More than 90 percent of children in the United States have been infected with the SARS-CoV-2 coronavirus at least once, according to data released today by the Centers for Disease Control and Prevention (CDC).
New estimates of ‘seroprevalence’ among infants suggest that nine out of 10 minors in the country have antibodies to different forms of the virus that causes COVID-19.
The CDC says children ages five to 11 have the highest rate, at 92.1 percent.
These new numbers come amid a campaign by President Joe Biden’s administration to persuade families to vaccinate their children against the pandemic disease.
According to CDC data, despite evidence that vaccines are safe for children and can reduce the chance of serious illness, less than half of children under age 12 and less than two-thirds of adolescents receive their primary care. Completed the vaccination series.
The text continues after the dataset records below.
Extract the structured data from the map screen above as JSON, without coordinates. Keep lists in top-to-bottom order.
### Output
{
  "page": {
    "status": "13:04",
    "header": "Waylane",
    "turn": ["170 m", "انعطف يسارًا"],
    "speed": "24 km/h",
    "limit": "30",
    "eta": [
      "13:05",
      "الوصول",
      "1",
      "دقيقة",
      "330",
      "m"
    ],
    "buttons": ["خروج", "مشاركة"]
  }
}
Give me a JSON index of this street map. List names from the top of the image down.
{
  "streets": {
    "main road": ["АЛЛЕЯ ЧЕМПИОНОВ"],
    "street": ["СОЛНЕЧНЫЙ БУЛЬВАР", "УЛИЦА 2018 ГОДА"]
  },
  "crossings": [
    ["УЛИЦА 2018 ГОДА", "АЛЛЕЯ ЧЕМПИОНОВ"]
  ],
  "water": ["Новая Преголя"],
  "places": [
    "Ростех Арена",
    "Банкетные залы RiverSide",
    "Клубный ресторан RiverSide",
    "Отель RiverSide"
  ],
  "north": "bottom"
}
Among those under the age of five, where vaccination coverage is lowest, the agency now estimates that nearly half of parents “probably or definitely” will not vaccinate their children.
The CDC also warned that children may be at risk for a rare but serious co-infection of COVID-19 and influenza, as co-infections of the two viruses have increased in some parts of the country.
In the last influenza season, approximately 16 percent of deaths in pediatric patients were reported to be due to a combination of influenza and SARS-CoV-2.
The study authors wrote that the findings underscore that “co-infection with both viruses could potentially lead to more severe disease.”
“The public should adopt prevention strategies, including vaccination against influenza and COVID-19, and consider the use of masks during periods of high prevalence of respiratory viruses,” the CDC advised.